Après la mise en œuvre d’un statut spécifique en 2002, on pensait avoir enfin atteint le difficile équilibre entre ces impératifs de flexibilité et de sécurité. L’essentiel pour beaucoup d’artistes – en tout cas pour ceux qui ne parviennent pas à gagner correctement leur vie — étant de pouvoir bénéficier d’un filet minimum au niveau du chômage entre leurs diverses prestations. La réalité actuelle et ses conséquences en termes de restrictions à l’accès du « statut d’artiste » de l’ONEm nous prouvent cependant le contraire. À nouveau, la question de la définition du statut de l’artiste vient de se réinviter à la table des partenaires sociaux et des décideurs politiques. Reste à espérer que des réponses adéquates et définitives seront maintenant apportées dans les meilleurs délais.

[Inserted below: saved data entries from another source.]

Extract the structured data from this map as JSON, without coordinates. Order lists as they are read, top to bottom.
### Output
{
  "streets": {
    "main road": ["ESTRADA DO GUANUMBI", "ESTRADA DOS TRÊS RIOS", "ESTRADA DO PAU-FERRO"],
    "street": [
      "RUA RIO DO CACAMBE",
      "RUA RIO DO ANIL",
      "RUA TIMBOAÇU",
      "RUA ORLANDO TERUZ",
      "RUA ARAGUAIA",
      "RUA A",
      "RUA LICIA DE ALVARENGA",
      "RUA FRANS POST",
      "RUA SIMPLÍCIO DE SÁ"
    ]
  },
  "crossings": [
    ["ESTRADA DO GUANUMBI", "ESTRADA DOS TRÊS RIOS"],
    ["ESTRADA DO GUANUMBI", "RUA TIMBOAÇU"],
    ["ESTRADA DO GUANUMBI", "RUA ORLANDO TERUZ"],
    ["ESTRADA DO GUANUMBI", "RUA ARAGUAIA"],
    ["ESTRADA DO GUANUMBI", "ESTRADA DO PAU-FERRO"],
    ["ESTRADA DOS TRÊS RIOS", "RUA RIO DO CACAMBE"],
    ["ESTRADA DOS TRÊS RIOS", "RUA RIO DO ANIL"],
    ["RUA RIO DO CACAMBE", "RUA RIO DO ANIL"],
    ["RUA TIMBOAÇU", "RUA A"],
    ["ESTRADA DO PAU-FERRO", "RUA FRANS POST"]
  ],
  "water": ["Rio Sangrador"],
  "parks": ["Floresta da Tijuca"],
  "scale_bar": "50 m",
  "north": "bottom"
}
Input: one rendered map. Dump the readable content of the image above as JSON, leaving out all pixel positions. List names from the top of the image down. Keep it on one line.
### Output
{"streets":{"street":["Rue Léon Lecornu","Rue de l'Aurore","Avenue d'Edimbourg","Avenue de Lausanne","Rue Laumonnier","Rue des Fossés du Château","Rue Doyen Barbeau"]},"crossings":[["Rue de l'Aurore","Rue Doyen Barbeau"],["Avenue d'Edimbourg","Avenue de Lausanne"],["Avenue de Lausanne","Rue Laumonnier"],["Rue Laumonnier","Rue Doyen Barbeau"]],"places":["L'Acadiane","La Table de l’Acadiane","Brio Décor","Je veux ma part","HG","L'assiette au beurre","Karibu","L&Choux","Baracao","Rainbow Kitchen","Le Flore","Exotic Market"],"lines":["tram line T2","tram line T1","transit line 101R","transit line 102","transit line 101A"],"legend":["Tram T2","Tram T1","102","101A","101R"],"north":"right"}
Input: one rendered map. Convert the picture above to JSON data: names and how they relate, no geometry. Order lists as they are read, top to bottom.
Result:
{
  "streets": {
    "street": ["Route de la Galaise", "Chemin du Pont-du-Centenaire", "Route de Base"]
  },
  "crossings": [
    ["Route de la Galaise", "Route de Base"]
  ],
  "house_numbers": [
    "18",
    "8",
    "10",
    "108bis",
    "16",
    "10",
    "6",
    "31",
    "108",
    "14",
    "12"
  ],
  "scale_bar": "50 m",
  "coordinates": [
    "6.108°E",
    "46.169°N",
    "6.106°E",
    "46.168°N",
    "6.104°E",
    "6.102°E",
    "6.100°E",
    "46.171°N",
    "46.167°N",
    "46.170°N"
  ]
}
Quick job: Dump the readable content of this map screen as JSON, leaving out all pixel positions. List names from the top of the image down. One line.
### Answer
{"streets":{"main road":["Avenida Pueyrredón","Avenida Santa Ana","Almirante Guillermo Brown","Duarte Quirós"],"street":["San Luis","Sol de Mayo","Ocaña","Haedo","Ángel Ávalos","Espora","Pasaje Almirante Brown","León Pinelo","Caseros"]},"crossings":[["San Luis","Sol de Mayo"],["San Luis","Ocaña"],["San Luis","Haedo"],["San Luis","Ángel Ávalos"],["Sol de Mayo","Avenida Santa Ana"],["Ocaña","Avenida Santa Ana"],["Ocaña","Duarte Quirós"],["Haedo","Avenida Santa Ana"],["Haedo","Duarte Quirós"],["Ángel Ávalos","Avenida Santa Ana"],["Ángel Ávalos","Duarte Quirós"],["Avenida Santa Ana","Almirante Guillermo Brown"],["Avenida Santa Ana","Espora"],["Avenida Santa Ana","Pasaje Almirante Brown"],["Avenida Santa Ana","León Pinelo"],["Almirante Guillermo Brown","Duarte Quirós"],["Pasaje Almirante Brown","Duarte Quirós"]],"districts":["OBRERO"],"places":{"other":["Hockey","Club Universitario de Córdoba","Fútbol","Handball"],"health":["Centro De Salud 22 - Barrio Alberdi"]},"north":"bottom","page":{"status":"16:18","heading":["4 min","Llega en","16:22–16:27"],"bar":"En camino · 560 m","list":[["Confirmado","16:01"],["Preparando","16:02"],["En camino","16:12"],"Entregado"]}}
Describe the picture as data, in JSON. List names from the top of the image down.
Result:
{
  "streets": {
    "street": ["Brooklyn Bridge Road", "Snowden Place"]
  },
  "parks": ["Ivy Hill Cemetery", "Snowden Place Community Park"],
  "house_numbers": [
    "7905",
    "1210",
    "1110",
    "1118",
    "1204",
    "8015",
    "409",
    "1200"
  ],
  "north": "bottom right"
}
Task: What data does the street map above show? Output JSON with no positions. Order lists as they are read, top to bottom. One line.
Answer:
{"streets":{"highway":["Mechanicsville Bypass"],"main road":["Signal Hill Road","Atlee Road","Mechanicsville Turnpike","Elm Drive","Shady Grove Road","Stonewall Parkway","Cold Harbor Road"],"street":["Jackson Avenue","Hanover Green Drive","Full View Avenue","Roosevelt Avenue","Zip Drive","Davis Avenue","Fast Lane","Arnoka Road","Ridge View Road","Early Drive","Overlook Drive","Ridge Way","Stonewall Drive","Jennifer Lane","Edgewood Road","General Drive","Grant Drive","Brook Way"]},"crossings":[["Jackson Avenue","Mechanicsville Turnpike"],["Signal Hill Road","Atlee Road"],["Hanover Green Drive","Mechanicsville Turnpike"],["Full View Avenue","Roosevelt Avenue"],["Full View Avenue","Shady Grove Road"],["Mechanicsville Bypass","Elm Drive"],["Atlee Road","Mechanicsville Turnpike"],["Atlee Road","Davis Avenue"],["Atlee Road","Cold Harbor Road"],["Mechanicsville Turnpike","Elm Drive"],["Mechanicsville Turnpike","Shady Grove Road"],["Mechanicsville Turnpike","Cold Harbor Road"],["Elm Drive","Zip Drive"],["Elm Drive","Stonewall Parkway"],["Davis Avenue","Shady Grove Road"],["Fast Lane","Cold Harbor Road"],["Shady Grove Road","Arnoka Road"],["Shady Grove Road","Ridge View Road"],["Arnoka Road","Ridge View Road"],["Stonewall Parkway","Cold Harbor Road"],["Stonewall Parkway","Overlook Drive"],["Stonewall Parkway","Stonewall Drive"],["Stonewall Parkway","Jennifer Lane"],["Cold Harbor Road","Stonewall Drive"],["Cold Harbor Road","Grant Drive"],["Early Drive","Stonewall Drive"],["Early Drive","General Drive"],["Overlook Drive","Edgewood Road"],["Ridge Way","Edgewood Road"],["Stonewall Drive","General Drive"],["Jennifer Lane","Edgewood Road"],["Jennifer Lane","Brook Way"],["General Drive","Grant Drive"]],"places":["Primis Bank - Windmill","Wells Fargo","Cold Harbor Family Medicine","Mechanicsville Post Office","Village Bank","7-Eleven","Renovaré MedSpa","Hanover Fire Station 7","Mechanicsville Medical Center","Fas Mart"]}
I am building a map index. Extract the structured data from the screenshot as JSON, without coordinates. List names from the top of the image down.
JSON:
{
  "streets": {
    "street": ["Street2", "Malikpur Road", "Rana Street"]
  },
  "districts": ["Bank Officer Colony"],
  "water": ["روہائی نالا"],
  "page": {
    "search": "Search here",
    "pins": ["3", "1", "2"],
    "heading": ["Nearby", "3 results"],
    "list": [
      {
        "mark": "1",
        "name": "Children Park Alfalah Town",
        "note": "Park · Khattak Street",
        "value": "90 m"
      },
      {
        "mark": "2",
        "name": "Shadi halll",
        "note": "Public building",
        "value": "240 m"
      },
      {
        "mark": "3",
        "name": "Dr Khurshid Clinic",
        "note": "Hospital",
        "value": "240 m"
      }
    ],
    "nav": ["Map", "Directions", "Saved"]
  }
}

La question du statut social de l’artiste vient de refaire surface suite à l’attitude particulièrement draconienne adoptée depuis quelques mois par l’ONEm. Celui-ci a, en effet, décidé d’adopter une interprétation extrêmement restrictive – considérée, même, comme arbitraire et abusive par certains – de la réglementation spécifique aux artistes. Ce revirement qui a entrainé beaucoup d’incompréhension découlerait de soi-disant fraudes constatées dans le secteur. Rien n’est moins faux ! Si fraude il y a, ce n’est sans doute que de manière très limitée. Ce qui est par contre une réalité, c’est que la problématique actuelle découle en grande partie de l’absence de clarté et de cohérence au sein du statut social de l’artiste et entre celui-ci et les règles spécifiques dont bénéficient les artistes au niveau de la règlementation chômage.
Un statut social inachevé
La loi-programme du 24 décembre 2002 (« réforme Vandenbroucke ») a profondément réformé le statut social des artistes. Auparavant, seuls les artistes de spectacle étaient assujettis au régime de sécurité sociale des travailleurs salariés. Cependant, la pratique a démontré qu’une partie importante de ceux-ci restaient en marge, tout comme les artistes créateurs. L’absence de protection d’un nombre important d’artistes a conduit à l’élaboration d’un nouveau statut qui s’applique tant aux artistes de spectacle qu’aux artistes créateurs. Afin de correspondre davantage à la réalité artistique, la loi-programme précitée a créé trois nouveaux types de filières dans lesquels peuvent se retrouver les artistes.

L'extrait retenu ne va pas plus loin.